Berlin and Paris have launched intense dialogue on key European Union issues, from energy to agriculture, while seeking to overcome tensions between German Chancellor Angela Merkel and French President Nicolas Sarkozy.

Several working groups from the two European powers have been set up to harmonize positions on key dossiers during France's six-month turn at the EU helm which begins July 1, according to diplomats from both nations.

"France is preparing for its EU presidency with an intense dialogue," with Germany, French Foreign Minister Bernard Kouchner said in Berlin last week.

One of the priorities for the European Union is cutting greenhouse gas emissions, and France and Germany have promised to work to implement an agreement between all 27 EU member states by the end of the year.

One issue which will need to be resolved is Berlin's complaint that the planned rules on car emissions favour the smaller French-made vehicles over the larger gas-guzzling German brands.

In the farm sector, agriculture ministers from both nations oppose British attempts to slash the EU's massive farm subsidies system - which eats up 40 percent of EU spending and of which France is the biggest benefactor.

There are also talks on European security, though Germany is awaiting detailed proposals from President Sarkozy.

The French leader has proposed fully reintegrating into NATO's military command, which his country left in 1966, on condition that Europe's defensive capabilities are boosted.

Kouchner's declaration of French willingness to work together was in part a response to German media concerns over some of France's other ideas for European policies.

Berlin is a staunch defender of the European Central Bank, while France complains that its role in keeping down inflation is threatening exports by keeping the euro artificially high.

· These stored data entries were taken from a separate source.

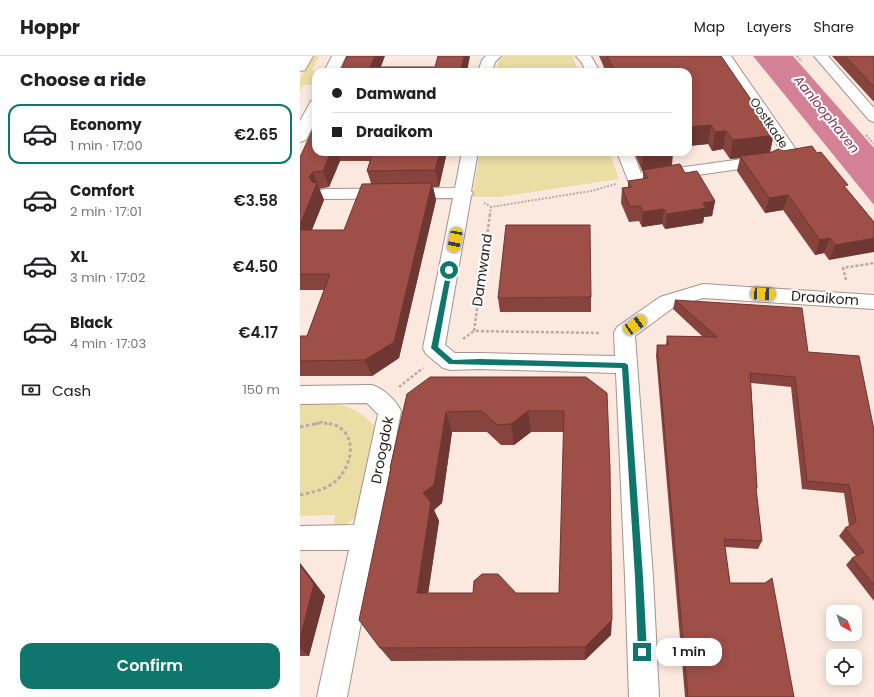 <!DOCTYPE html>
<meta charset="utf-8">
<style>
body{margin:0;font-family:Poppins,sans-serif;background:#f2f2f2;color:#202124;height:100vh;display:flex;flex-direction:column;font-size:15px;white-space:nowrap}
*{box-sizing:border-box;margin:0}
p{font-size:13px;color:#757577}
.icon{flex:none;width:22px;height:22px;fill:none;stroke:currentColor;stroke-width:2;stroke-linecap:round;stroke-linejoin:round}
.map{position:relative;flex:1;overflow:hidden}
.details{display:flex;flex-direction:column;background:#fff;width:300px}
.details>*{flex:none}
.banner{position:absolute;left:12px;top:12px;width:380px;height:88px;border-radius:12px;box-shadow:0 2px 10px #0003;display:grid;align-content:center;height:88px;padding:0 20px;background:#fff}
.needle{width:26px;rotate:139deg}
.fabs{position:absolute;left:526px;top:549px;display:grid;gap:8px}
.fabs a{display:grid;place-items:center;width:36px;height:36px;border-radius:8px;background:#fff;box-shadow:0 2px 10px #0003;font-size:20px}
.end{position:absolute;width:18px;height:18px;margin:-9px;border:5px solid #0f766e;background:#fff;box-shadow:0 0 0 2px #fff}
.from{border-radius:50%}
.bubble{position:absolute;height:28px;border-radius:12px;background:#fff;box-shadow:0 2px 10px #0003;font-size:13px;font-weight:600;line-height:28px;text-align:center}
.car{position:absolute;width:12px;height:24px;margin:-12px -6px;border-radius:5px;box-shadow:0 0 3px 1px #0007;background:linear-gradient(#f5c518 24%,#345 0 40%,#f5c518 0 76%,#345 0 86%,#f5c518 0)}
.banner b{display:flex;align-items:center;gap:14px;height:38px;font-size:15px}
.banner b+b{border-top:1px solid #e0e0e0}
.banner i{width:10px;height:10px;background:#202124}
ul{padding:0;list-style:none}
li{display:flex;align-items:center;gap:12px;height:60px;margin:0 8px 6px;padding:0 12px;border:2px solid transparent;border-radius:12px}
li div{flex:1}
li b{display:block;font-size:15px}
li em{font-style:normal;font-weight:600}
li.selected{border-color:#0f766e}
li>.icon{width:36px;height:36px;stroke-width:1.5}
h2{padding:0 20px;font-size:18px;line-height:48px}
.pay{display:flex;align-items:center;gap:10px;height:44px;padding:0 20px;font-size:15px}
.pay p{margin-inline-start:auto}
.button{display:flex;gap:8px;margin-top:auto;padding:8px 20px}
.button a{flex:1;height:46px;border-radius:12px;background:#0f766e;color:#fff;font-size:16px;font-weight:600;line-height:46px;text-align:center}
header{display:flex;align-items:center;gap:24px;box-sizing:border-box;height:56px;padding:0 20px;background:#fff;border-bottom:1px solid #e0e0e0}
header strong{font-size:19px}
nav{display:flex;gap:22px;margin-inline-start:auto;font-size:14px}
main{display:flex;flex:1;min-height:0}
.map>svg:first-child{display:block}
</style>
<header>
<strong>Hoppr</strong>
<nav><a>Map</a><a>Layers</a><a>Share</a></nav>
</header>
<main>
<section class="details">
<h2>Choose a ride</h2>
<ul>
<li class="selected"><svg class="icon" aria-label="car" viewBox="0 0 24 24"><path d="M5 17H2v-5l4-1 3-4h7l3 4 3 1v5h-3M9 17h6M6 11h13"/><circle cx="7" cy="17" r="2"/><circle cx="17" cy="17" r="2"/></svg><div><b>Economy</b><p>1 min · 17:00</p></div><em>€2.65</em></li>
<li><svg class="icon" aria-label="car" viewBox="0 0 24 24"><path d="M5 17H2v-5l4-1 3-4h7l3 4 3 1v5h-3M9 17h6M6 11h13"/><circle cx="7" cy="17" r="2"/><circle cx="17" cy="17" r="2"/></svg><div><b>Comfort</b><p>2 min · 17:01</p></div><em>€3.58</em></li>
<li><svg class="icon" aria-label="car" viewBox="0 0 24 24"><path d="M5 17H2v-5l4-1 3-4h7l3 4 3 1v5h-3M9 17h6M6 11h13"/><circle cx="7" cy="17" r="2"/><circle cx="17" cy="17" r="2"/></svg><div><b>XL</b><p>3 min · 17:02</p></div><em>€4.50</em></li>
<li><svg class="icon" aria-label="car" viewBox="0 0 24 24"><path d="M5 17H2v-5l4-1 3-4h7l3 4 3 1v5h-3M9 17h6M6 11h13"/><circle cx="7" cy="17" r="2"/><circle cx="17" cy="17" r="2"/></svg><div><b>Black</b><p>4 min · 17:03</p></div><em>€4.17</em></li>
</ul>
<div class="pay"><svg class="icon" aria-label="cash" viewBox="0 0 24 24"><path d="M3 7h18v10H3z"/><circle cx="12" cy="12" r="2"/></svg>Cash<p>150 m</p></div>
<div class="button"><a>Confirm</a></div>
</section>
<div class="map">
<svg width="574" height="641" viewBox="0 0 574 641">
<rect width="100%" height="100%" fill="#fbe9e0"/>
<!-- green -->
<path fill="#ebdea5" d="M12,0H19L12,15H21L16,16L15,29H4L0,35V23Z
M204,0H273L278,16H195L200,2Z
M180,96H309L319,123L199,141H172Z
M0,347C36,347 54,345 79,375L58,459L42,472L34,470L35,459L0,460Z"/>
<!-- water -->
<path fill="#d48197" d="M453,0H493L574,92V149Z"/>
<g fill="none" stroke-linecap="round" stroke-linejoin="round">
<!-- minor casing -->
<g stroke="#a4948c" stroke-width="2">
<path id="minor" d="M32,0H46L38,16H24Z
M186,0H201L195,6L192,16H178L182,4Z
M276,0H291L300,16H286L282,7Z
M417,0H431L497,95L495,98L468,109L335,128L329,127L317,96H333L341,117L464,100L480,93Z
M514,0H528L574,52V66L569,64Z
M16,44V64L6,84L0,86V65L11,45Z
M162,96H178L171,135L173,137L171,140L145,289L155,297H179L315,300L314,277L317,271L360,241L403,228L574,239V253L403,242L374,251L335,280L353,521L359,641H329L325,521L316,317L179,313L151,314L143,312L126,298L123,292L153,142L26,143L20,142L17,138L20,134L26,133L155,132Z
M72,329C84,333 96,344 101,355L47,641H17L49,494H0V470L54,469L78,358L67,347L0,348V330Z"/>
</g>
<!-- tertiary casing -->
<g stroke="#a4948c" stroke-width="2">
<path id="tertiary" d="M0,0H13L5,14L0,15Z"/>
</g>
<!-- path-far2 -->
<path stroke="#baaba4" stroke-width="2" stroke-dasharray="2 1.5" stroke-linecap="butt" d="M497,0L502,6
M566,79L574,88
M184,147L191,151L291,135L316,128
M190,159L191,151"/>
<!-- path-far1 -->
<path stroke="#baaba4" stroke-width="2.5" stroke-dasharray="3 2" stroke-linecap="butt" d="M190,158L174,275L300,277
M546,224L543,212L574,207
M163,283L174,275
M99,331L123,312
M15,368L22,366L28,368"/>
<!-- path -->
<path stroke="#baaba4" stroke-width="3" stroke-dasharray="3.5 2.5" stroke-linecap="butt" d="M0,371L20,367
M0,439C14,436 29,433 39,422C51,408 57,383 39,371C35,368 29,368 24,367"/>
<!-- minor -->
<use href="#minor" fill="#fff" fill-rule="evenodd"/>
<!-- tertiary -->
<use href="#tertiary" fill="#fff" fill-rule="evenodd"/>
</g>
<!-- wall -->
<path fill="#87443e" fill-rule="evenodd" d="M299,0H421L474,77L470,96L483,95L547,133L574,166L529,204L524,197L515,199L483,154L465,157L437,115L440,102L430,103L423,93L412,95L408,88L388,90V16H306Z
M532,0H574V46Z
M16,96H147L139,131H133L136,144L99,302L72,320H0V280H7L24,234H0V101ZM40,105H70L67,115L71,127L44,174H12L24,144L19,133L29,131Z
M334,96H373L372,110L385,117L415,145L412,160L404,161L403,167L365,173L362,168L342,171L339,165L329,166L321,147L322,132L328,131V125L343,123V115H342Z
M291,241V256H200L198,242Z
M375,244L508,296L574,374V545L546,509L552,502L556,500L539,480L545,472L549,470L544,437L502,433L491,331L451,327L457,432L456,434L462,485L458,493L425,491L430,527L494,641H385L356,299L357,289H366L367,280L403,281L373,253Z
M286,321L311,579L285,604L91,605L80,592L90,414V412L107,338ZM152,376H187L201,389H214L231,376H264L259,537H128L139,465L134,454L142,447Z
M0,507L25,540L9,600H0Z"/>
<!-- shaded-wall -->
<path fill="#6e3732" d="M75,0H85L79,16L70,11Z
M164,0H170L167,16H160Z
M411,69L408,88L388,90V71Z
M426,75L423,93L412,95L415,76Z
M474,77L470,96L440,100V102L430,103L433,84Z
M31,96H37L40,105L29,131L23,115Z
M140,96H147L139,131L135,114Z
M343,96H373L371,111L343,114V115H342Z
M13,116L24,144L5,190L0,178V169L9,121Z
M132,127L136,144L99,302L72,320L65,304Z
M488,139L483,154L465,157L469,142Z
M415,145L412,160L404,161L403,167L365,173L367,158L403,147Z
M364,153L362,168L342,171L343,156Z
M530,182L524,197L515,199L520,184Z
M574,182V196L529,204L535,189Z
M228,355L231,376L214,389L211,368Z
M146,356L152,376L142,447L134,454L139,465L126,552L117,537L123,437Z
M0,507L25,540L9,600L0,592Z
M312,564L311,579L285,604V591Z"/>
<!-- building -->
<path fill="#9d4f48" stroke="#6e3732" fill-rule="evenodd" d="M47,0H75L70,11H135L138,0H164L160,16H40Z
M307,0H421L474,77L468,80L433,84L426,75L415,76L411,69L388,71V16H315Z
M545,0H574V31Z
M16,67V96H31L23,115L13,116L9,121L12,126L17,127L0,169V101Z
M512,90L517,97L521,96L548,129L544,130L574,166V182L535,189L530,182L520,184L488,139L469,142L440,100L472,96L481,92L483,95Z
M73,96H140L135,114L67,115Z
M380,108L385,117L397,115L415,145L403,147L406,152L367,158L364,153L343,156L340,150L330,151L322,132L331,131L328,125L348,122L343,114Z
M132,127L94,286L65,304L0,305V280H7L30,218H0V174H44L62,128Z
M206,169H290L291,241L198,242Z
M375,244L502,252L508,296L559,300L574,374V529L552,502L564,496L545,472L556,466L549,429L507,425L495,321L450,317L457,432H456L462,485L424,483L430,527H465L472,522L494,641H388L357,289H368L367,280L417,281Z
M130,321H286L307,337L310,412L312,564L285,591L80,592L59,564L91,412H90L107,338ZM182,355L197,369L211,368L228,355H264L259,537H216L198,518H182L174,525L173,537H117L131,446L123,437L134,429L146,356Z
M0,509L14,528L0,583Z"/>
<!-- route -->
<path fill="#0f766e" d="M147,213L152,214L138,291L153,304L179,303L325,307L328,309L343,521L347,596L345,599L342,600L339,599L338,596L335,521L322,312L149,308L131,292Z"/>
<g text-anchor="middle" stroke-width="4" stroke-linejoin="round" paint-order="stroke">
<!-- far-street labels -->
<g font-size="12" fill="#231d19" stroke="#fff">
<text transform="translate(469 67) rotate(56)" y="4">Oostkade</text>
</g>
<!-- far-water labels -->
<g font-size="13" font-style="italic" fill="#912e4f" stroke="#fff">
<text transform="translate(527 58) rotate(51)" y="5">Aanloophaven</text>
</g>
<!-- street labels -->
<g font-size="14" fill="#231d19" stroke="#fff">
<text transform="translate(182 214) rotate(-82)" y="5">Damwand</text>
<text transform="translate(525 242) rotate(4)" y="5">Draaikom</text>
<text transform="translate(82 394) rotate(-79)" y="5">Droogdok</text>
</g>
</g>
</svg>
<div class="fabs">
<a><svg class="needle" viewBox="-14 -14 28 28"><path d="M0-13l5 13h-10z" fill="#e53935"/><path d="M0 13l5-13h-10z" fill="#757577"/></svg></a>
<a><svg class="icon" aria-label="locate" viewBox="0 0 24 24"><circle cx="12" cy="12" r="6"/><path d="M12 2v4M12 18v4M2 12h4M18 12h4"/></svg></a>
</div>
<i class="end from" style="left:149px;top:214px"></i>
<i class="end" style="left:342px;top:596px"></i>
<div class="bubble" style="left:356px;top:582px;width:66px">1 min</div>
<i class="car" style="left:155px;top:184px;rotate:191deg"></i>
<i class="car" style="left:463px;top:238px;rotate:93deg"></i>
<i class="car" style="left:335px;top:269px;rotate:55deg"></i>
<div class="banner">
<b><i class="from"></i>Damwand</b>
<b><i></i>Draaikom</b>
</div>
</div>
</main>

Also the way Sarkozy recently launched a Mediterranean Union project was greeted with dismay by Chancellor Merkel, as the idea was to reinforce cooperation between southern Mediterranean nations and their EU counterparts on the coast, thereby excluding Germany.

Sarkozy modified the scheme to include all EU nations.

The EU 27 approved a vastly watered-down scheme last month, though details will be hammered out ahead of the first EU summit with France at the helm, scheduled to take place in Paris on July 13.

"I think things will sort themselves out from here on," a senior German official said, stressing that Berlin and Paris had agreed "to prepare together" for the French EU presidency, which will also be key in ushering the bloc's wide-ranging Lisbon reform treaty.

The official added that the efforts to launch the EU's traditional French-German engine was not aimed at the other member states.

European diplomats questioned showed little concern at the reinforced cooperation.

"There's no doubt, people with good sense in Paris ... say that you can't not work" with the Germans, one said.

"When the French and the Germans talk on European issues and European interests, it's always good for Europe," a leading official at the European Commission said, adding that since the Mitterrand-Kohl era of the 1990s there "has been little in terms of leadership" from the duo.